Maggie se inclinó hacia delante con aire feroz.

– Gabriel, si estás metido en líos de tráfico de drogas te mataré con mis propias manos.

– No trafico con drogas.

– Me has hablado de tu hermano. No deberías tomar parte en sus estafas para ganar dinero.

– Él se dedica al negocio inmobiliario, Maggie. Edificios de oficinas. Eso es todo.

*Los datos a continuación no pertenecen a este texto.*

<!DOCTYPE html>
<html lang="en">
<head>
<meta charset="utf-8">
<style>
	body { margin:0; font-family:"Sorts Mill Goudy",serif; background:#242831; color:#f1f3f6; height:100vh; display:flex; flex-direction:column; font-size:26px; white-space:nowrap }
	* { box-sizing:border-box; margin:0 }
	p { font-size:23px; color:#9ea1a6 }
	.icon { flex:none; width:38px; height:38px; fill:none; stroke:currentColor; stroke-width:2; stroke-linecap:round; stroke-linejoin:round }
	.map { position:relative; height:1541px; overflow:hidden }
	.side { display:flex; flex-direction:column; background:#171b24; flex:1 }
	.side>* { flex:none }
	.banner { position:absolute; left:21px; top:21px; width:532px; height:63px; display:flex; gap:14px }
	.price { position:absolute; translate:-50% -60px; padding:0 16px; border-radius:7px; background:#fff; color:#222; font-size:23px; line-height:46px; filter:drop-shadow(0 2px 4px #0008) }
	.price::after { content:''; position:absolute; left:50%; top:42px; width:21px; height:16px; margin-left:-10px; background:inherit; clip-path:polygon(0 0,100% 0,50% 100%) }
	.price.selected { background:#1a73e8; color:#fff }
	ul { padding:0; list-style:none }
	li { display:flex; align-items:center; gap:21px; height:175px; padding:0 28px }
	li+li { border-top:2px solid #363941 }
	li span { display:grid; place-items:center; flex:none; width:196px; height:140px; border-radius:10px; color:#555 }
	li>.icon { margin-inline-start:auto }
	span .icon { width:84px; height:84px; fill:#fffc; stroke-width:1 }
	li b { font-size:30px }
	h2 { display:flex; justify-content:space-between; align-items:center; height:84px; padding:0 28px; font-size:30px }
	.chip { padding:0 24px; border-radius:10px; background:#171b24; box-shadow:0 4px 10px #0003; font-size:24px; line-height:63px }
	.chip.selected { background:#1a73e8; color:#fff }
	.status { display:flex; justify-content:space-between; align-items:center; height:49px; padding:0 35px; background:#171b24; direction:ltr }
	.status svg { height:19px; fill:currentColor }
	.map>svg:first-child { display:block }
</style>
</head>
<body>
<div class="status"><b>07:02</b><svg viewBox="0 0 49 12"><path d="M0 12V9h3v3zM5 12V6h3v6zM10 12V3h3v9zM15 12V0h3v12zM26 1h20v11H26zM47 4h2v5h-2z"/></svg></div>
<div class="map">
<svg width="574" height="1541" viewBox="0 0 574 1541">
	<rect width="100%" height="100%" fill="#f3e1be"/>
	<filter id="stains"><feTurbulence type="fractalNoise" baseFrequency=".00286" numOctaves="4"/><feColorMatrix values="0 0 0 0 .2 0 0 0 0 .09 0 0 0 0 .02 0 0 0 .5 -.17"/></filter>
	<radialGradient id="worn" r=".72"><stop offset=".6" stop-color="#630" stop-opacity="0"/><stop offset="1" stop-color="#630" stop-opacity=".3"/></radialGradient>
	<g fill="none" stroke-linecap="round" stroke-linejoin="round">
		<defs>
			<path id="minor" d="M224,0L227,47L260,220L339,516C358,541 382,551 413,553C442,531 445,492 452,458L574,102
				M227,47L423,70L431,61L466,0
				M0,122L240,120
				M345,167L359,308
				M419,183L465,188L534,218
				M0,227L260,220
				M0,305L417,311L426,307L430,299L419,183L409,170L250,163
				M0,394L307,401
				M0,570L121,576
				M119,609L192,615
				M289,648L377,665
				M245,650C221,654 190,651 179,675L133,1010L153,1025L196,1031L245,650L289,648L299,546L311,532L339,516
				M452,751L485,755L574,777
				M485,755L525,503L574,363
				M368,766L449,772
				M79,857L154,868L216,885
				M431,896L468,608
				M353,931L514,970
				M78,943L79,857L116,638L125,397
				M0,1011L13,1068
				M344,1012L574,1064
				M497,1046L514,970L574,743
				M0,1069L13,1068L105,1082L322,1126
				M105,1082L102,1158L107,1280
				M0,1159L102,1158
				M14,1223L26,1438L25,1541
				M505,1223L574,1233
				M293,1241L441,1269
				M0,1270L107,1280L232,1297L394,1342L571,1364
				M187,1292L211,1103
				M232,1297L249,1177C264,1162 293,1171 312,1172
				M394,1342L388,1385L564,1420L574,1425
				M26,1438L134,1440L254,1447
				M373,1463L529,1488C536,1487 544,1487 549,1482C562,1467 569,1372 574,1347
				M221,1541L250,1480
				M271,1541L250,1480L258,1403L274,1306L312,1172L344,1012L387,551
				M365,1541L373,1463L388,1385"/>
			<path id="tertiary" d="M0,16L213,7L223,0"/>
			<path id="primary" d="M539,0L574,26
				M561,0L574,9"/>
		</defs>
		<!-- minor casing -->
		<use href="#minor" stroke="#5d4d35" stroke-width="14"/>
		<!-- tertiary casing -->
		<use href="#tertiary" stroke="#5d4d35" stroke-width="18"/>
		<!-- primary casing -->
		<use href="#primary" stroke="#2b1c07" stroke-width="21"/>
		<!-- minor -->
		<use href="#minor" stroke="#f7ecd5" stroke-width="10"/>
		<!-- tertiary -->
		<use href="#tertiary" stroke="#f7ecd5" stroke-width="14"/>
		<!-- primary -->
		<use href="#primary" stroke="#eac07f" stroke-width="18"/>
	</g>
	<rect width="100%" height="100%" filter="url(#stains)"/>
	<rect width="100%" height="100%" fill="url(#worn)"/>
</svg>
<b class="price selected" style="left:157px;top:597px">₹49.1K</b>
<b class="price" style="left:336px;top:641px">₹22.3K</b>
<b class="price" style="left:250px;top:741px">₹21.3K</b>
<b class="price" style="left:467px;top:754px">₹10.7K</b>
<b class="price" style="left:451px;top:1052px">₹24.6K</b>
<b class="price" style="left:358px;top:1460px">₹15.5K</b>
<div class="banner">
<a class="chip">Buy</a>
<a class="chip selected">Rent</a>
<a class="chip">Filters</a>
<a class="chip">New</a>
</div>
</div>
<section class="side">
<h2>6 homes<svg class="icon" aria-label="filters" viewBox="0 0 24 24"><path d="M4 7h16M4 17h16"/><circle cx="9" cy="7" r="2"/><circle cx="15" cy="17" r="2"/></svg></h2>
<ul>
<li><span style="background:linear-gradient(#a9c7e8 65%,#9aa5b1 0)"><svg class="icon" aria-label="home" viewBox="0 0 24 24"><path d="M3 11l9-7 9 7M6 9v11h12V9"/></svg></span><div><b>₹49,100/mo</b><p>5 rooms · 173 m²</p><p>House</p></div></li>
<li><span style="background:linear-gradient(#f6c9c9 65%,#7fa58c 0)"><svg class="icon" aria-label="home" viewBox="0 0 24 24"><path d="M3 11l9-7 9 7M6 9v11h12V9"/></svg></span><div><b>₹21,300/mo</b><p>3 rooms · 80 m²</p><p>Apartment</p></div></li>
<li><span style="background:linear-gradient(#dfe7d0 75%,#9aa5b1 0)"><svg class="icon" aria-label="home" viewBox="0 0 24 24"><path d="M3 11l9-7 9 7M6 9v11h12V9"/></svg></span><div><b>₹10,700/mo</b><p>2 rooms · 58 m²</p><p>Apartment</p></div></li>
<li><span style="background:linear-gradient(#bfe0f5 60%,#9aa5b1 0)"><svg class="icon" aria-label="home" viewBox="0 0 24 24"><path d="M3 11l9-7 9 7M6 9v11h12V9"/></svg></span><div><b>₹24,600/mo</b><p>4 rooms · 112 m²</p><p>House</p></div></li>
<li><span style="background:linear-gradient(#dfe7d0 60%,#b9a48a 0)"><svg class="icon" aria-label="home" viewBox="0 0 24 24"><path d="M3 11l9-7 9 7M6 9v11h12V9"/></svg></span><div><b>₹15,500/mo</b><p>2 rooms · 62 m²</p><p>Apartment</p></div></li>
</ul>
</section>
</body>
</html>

– Eso espero, cariño. Le cortaré la lengua si se le ocurre arrastrarte a algo ilegal.

– ¿Qué ocurre?

– Trabajo con un antiguo policía que se ha convertido en asesor de seguridad. Me ayuda cuando algún chiflado se dedica a seguir a uno de mis clientes. Ayer estábamos hablando por teléfono y, de repente, el tío me dijo: «Tú conoces a un mensajero llamado Gabriel. Lo vi en tu última fiesta de cumpleaños». Yo le contesté que sí, y él añadió: «Pues unos colegas míos me han preguntado por él. Dónde trabaja, dónde vive. Esas cosas».

– ¿Quién es esa gente?

– No me lo quiso decir -contestó Maggie-; pero deberías ir con cuidado. Alguien poderoso se interesa por ti. ¿Te has visto involucrado en un accidente de coche?

– No.

– ¿En algún tipo de demanda?

– Claro que no.

– ¿Y qué hay de tus amiguitas? ¿Alguna rica? ¿Alguna con marido?

– He salido con una chica que conocí en tu fiesta, Andrea…

– ¿Andrea Scofield? Su padre es propietario de cuatro bodegas en Napa Valley. -Maggie rió-. Eso es. Dan Scofield se está asegurando de que das la talla.

– Salimos en moto un par de veces.

– No te preocupes, Gabriel. Hablaré con Dan y le diré que no sea tan protector. Ahora largo de aquí, tengo que preparar una vista.

Mientras caminaba por el aparcamiento del sótano, Gabriel se sintió temeroso y suspicaz. ¿Habría alguien observándolo en esos momentos? ¿Los dos hombres de la furgoneta? ¿La mujer del maletín en el ascensor? Metió la mano en la bolsa de mensajero y palpó la pesada llave inglesa. Si era necesario podía utilizarla como arma.

Sus padres habrían salido huyendo si se hubieran enterado de que alguien se interesaba por ellos; pero Gabriel llevaba cinco años en Los Ángeles, y nadie había llamado a su puerta. Quizá debería seguir el consejo de Maggie: ir a la universidad y conseguir un empleo como es debido. Si uno formaba parte de la Red, la vida se hacía más sustancial.

Mientras ponía en marcha la motocicleta, el relato de su madre volvió a él con todo su reconfortante poder. Él y Michael eran los dos príncipes perdidos disfrazados de harapos, pero valientes y llenos de recursos. Gabriel salió rugiendo por la rampa, se unió al tráfico y adelantó un camión. Segunda, tercera. Más deprisa. Volvía a estar en movimiento, siempre en movimiento. Una diminuta conciencia rodeada de máquinas.